Methods Fifty-two MS eyes and 21 healthy control (HC) eyes were included. There were two MS subgroups: 38 MS eyes without an optic neuritis (ON) history (MS −ON), and 14 MS eyes with an ON history (MS +ON). The OCT images were captured by high-speed 1050 nm swept-source OCT. The ONH flow index (FI) and parafoveal FI were quantified from OCT angiograms.
Results The mean ONH FI was 0.160±0.010 for the HC group, 0.156±0.017 for the MS−ON group, and 0.140±0.020 for the MS+ON group. The ONH FI of the MS+ON group was reduced by 12.5% compared to HC eyes (p=0.004). A higher percentage of MS+ON eyes had abnormal ONH FI compared to HC patients (43% vs 5%, p=0.01).

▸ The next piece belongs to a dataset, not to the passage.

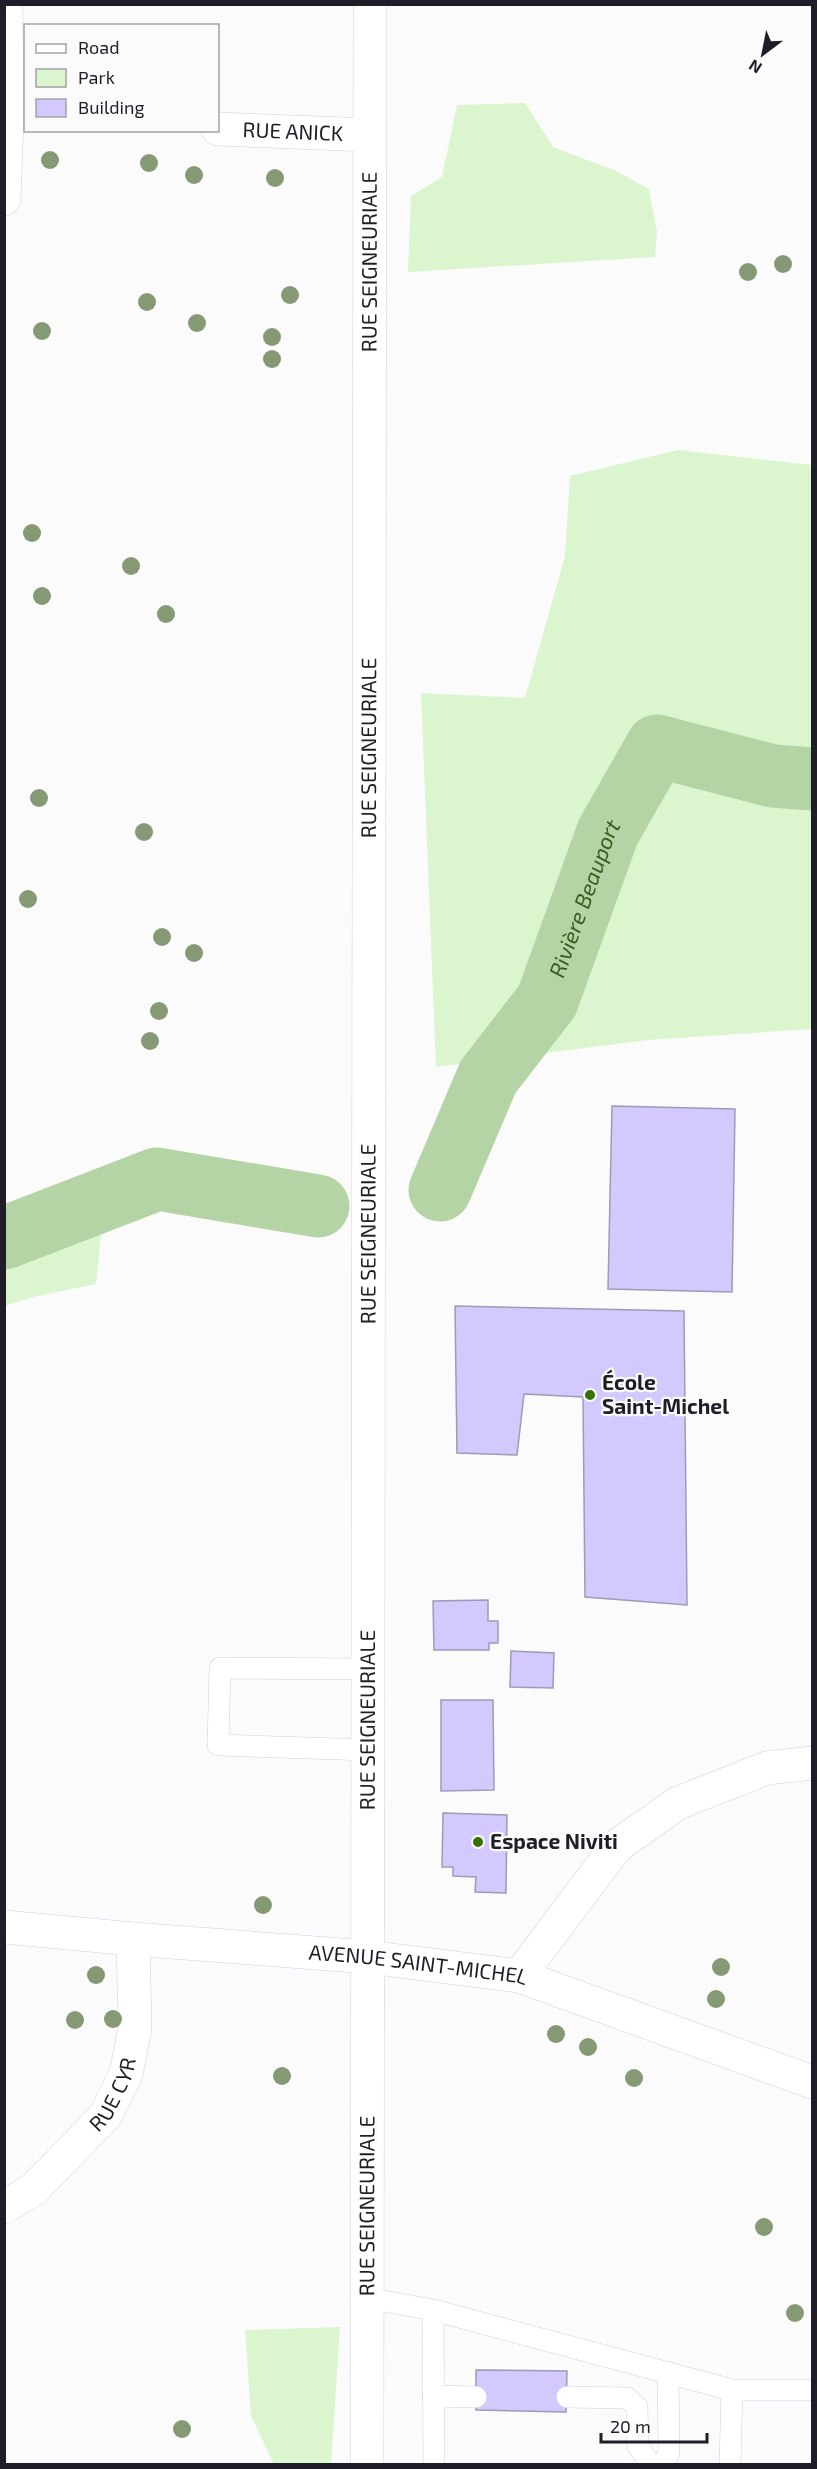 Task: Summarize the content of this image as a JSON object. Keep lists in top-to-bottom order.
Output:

Mean parafoveal FIs were 0.126±0.007, 0.127±0.010, and 0.129±0.005 for the HC, MS−ON, and MS +ON groups, respectively, and did not differ significantly among them. The coefficient of variation (CV) of intravisit repeatability and intervisit reproducibility were 1.03% and 4.53% for ONH FI, and 1.65% and 3.55% for parafoveal FI.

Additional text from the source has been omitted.